From: Sabrina Dubroca <sd@queasysnail.net>
To: Cosmin Ratiu <cratiu@nvidia.com>, steffen.klassert@secunet.com
Cc: "andrew+netdev@lunn.ch" <andrew+netdev@lunn.ch>,
"davem@davemloft.net" <davem@davemloft.net>,
"ap420073@gmail.com" <ap420073@gmail.com>,
"herbert@gondor.apana.org.au" <herbert@gondor.apana.org.au>,
Leon Romanovsky <leonro@nvidia.com>,
"jv@jvosburgh.net" <jv@jvosburgh.net>,
"kuba@kernel.org" <kuba@kernel.org>,
"horms@kernel.org" <horms@kernel.org>,
"edumazet@google.com" <edumazet@google.com>,
"netdev@vger.kernel.org" <netdev@vger.kernel.org>,
Jianbo Liu <jianbol@nvidia.com>,
"pabeni@redhat.com" <pabeni@redhat.com>
Subject: Re: [PATCH ipsec v2 1/2] bond: Use xfrm_state_migrate to migrate SAs
Date: Thu, 20 Nov 2025 12:36:16 +0100 [thread overview]
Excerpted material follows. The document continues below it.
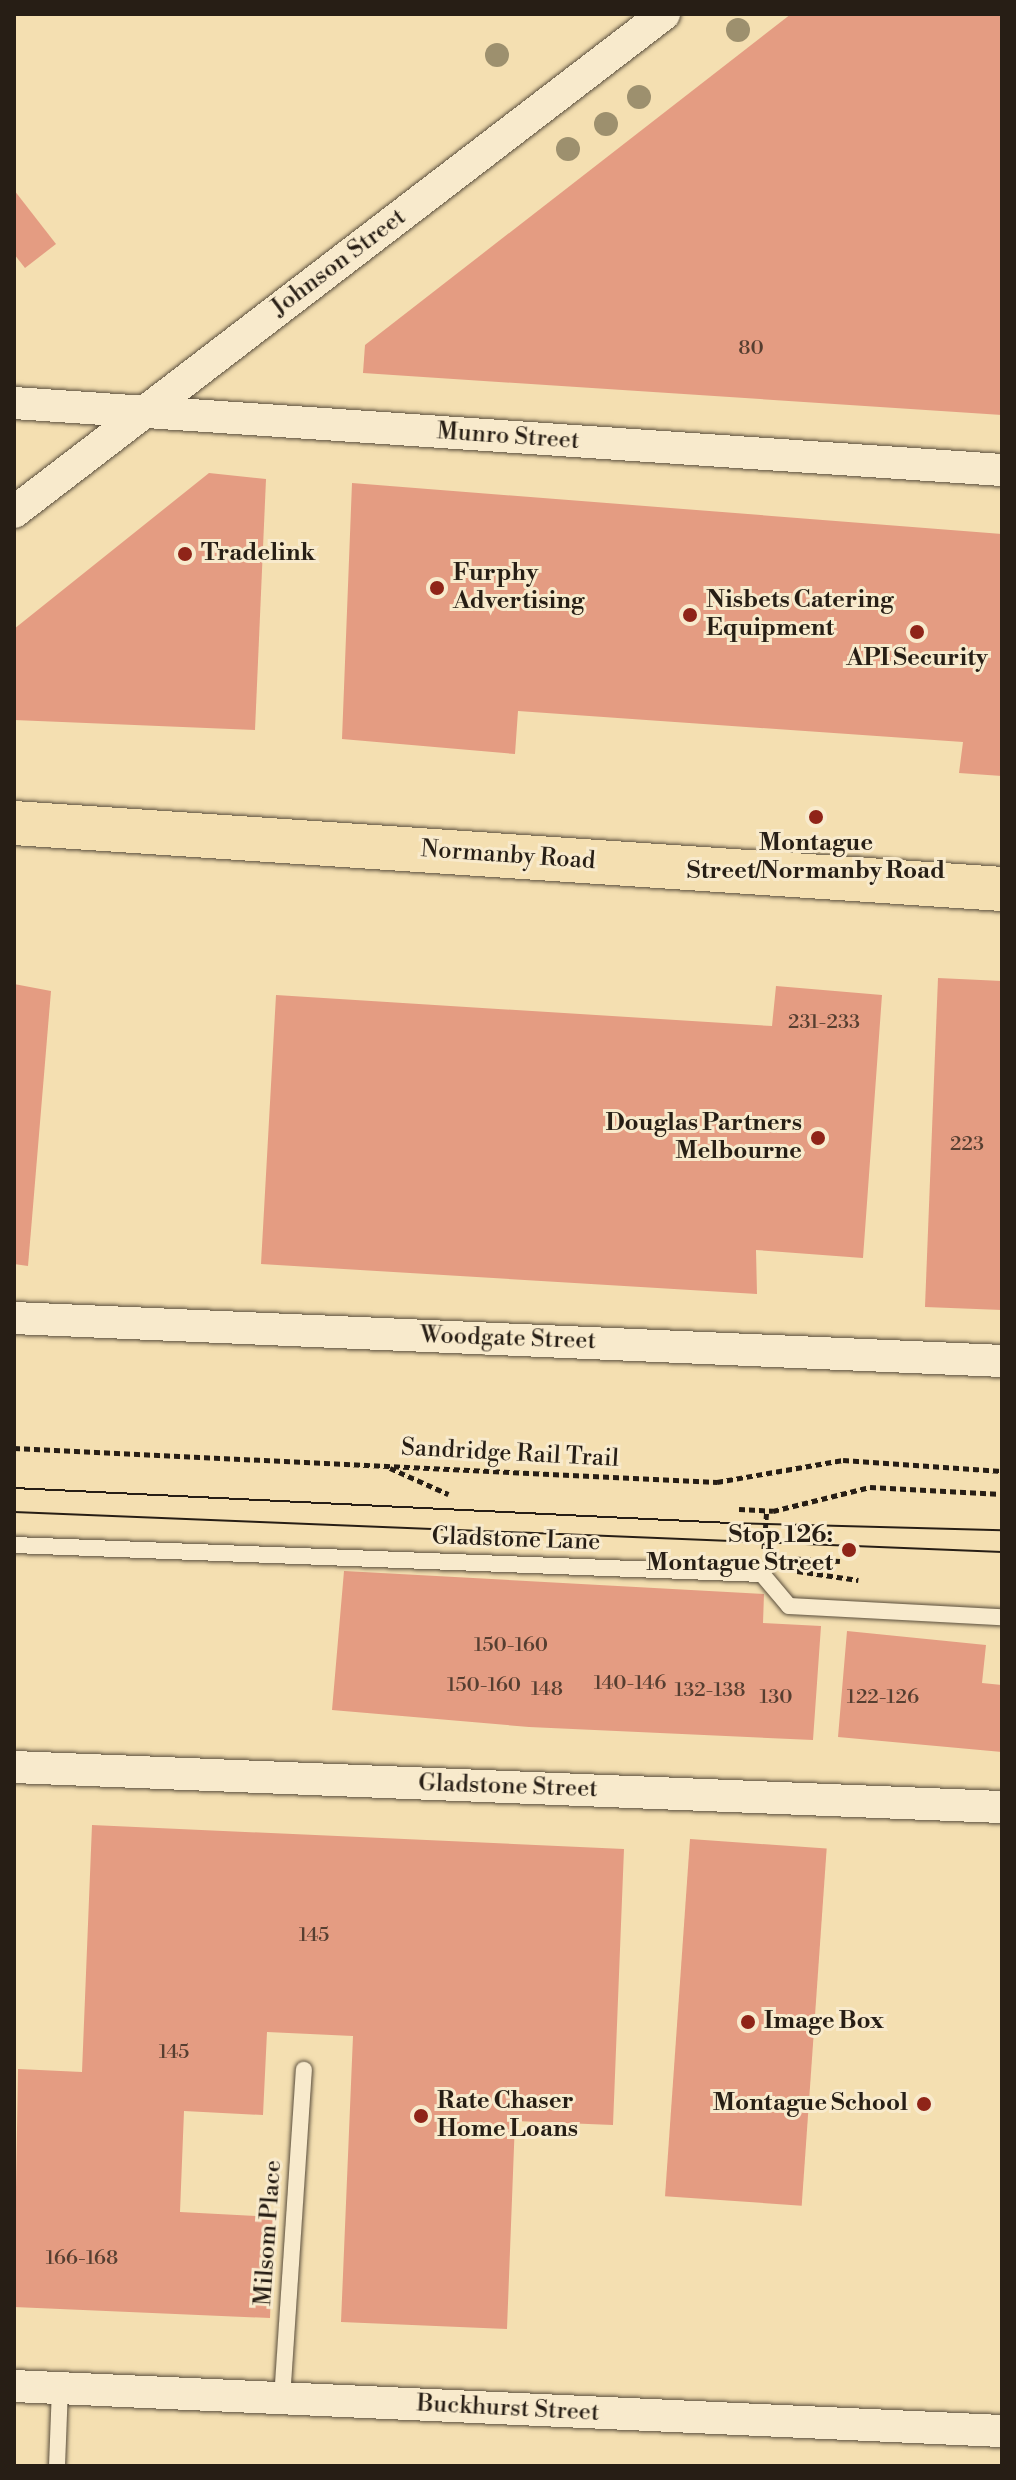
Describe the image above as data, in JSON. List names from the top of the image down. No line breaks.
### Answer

Message-ID: <aR79MCBdyx2oTcp2@krikkit> (raw)
In-Reply-To: <88f2bf5ef1977fcdd4c87051cd54a4545db993da.camel@nvidia.com>
2025-11-17, 12:48:20 +0000, Cosmin Ratiu wrote:
> On Fri, 2025-11-14 at 13:56 +0100, Sabrina Dubroca wrote:
> > 2025-11-13, 12:43:09 +0200, Cosmin Ratiu wrote:
> > > The bonding driver manages offloaded SAs using the following
> > > strategy:
> > >
> > > An xfrm_state offloaded on the bond device with bond_ipsec_add_sa()
> > > uses
> > > 'real_dev' on the xfrm_state xs to redirect the offload to the
> > > current
> > > active slave. The corresponding bond_ipsec_del_sa() (called with
> > > the xs
> > > spinlock held) redirects the unoffload call to real_dev.
> >
> >
> > > Finally,
> > > cleanup happens in bond_ipsec_free_sa(), which removes the offload
> > > from
> > > the device. Since the last call happens without the xs spinlock
> > > held,
> > > that is where the real work to unoffload actually happens.
> >
> > Not on all devices (some don't even implement xdo_dev_state_free).
>
> You're right. Looking at what the stack does:
> xfrm_state_delete() immediately calls xdo_dev_state_delete(), but
> leaves xdo_dev_state_free() for when there are no more refs (in-flight
> tx packets are done).
> xfrm_dev_state_flush() forces an xfrm_dev_state_free() immediately
> after deleting xs. I guess the goal is to clean up *now* everything
> from 'dev'.
Yes, see 07b87f9eea0c ("xfrm: Fix unregister netdevice hang on hardware offload.")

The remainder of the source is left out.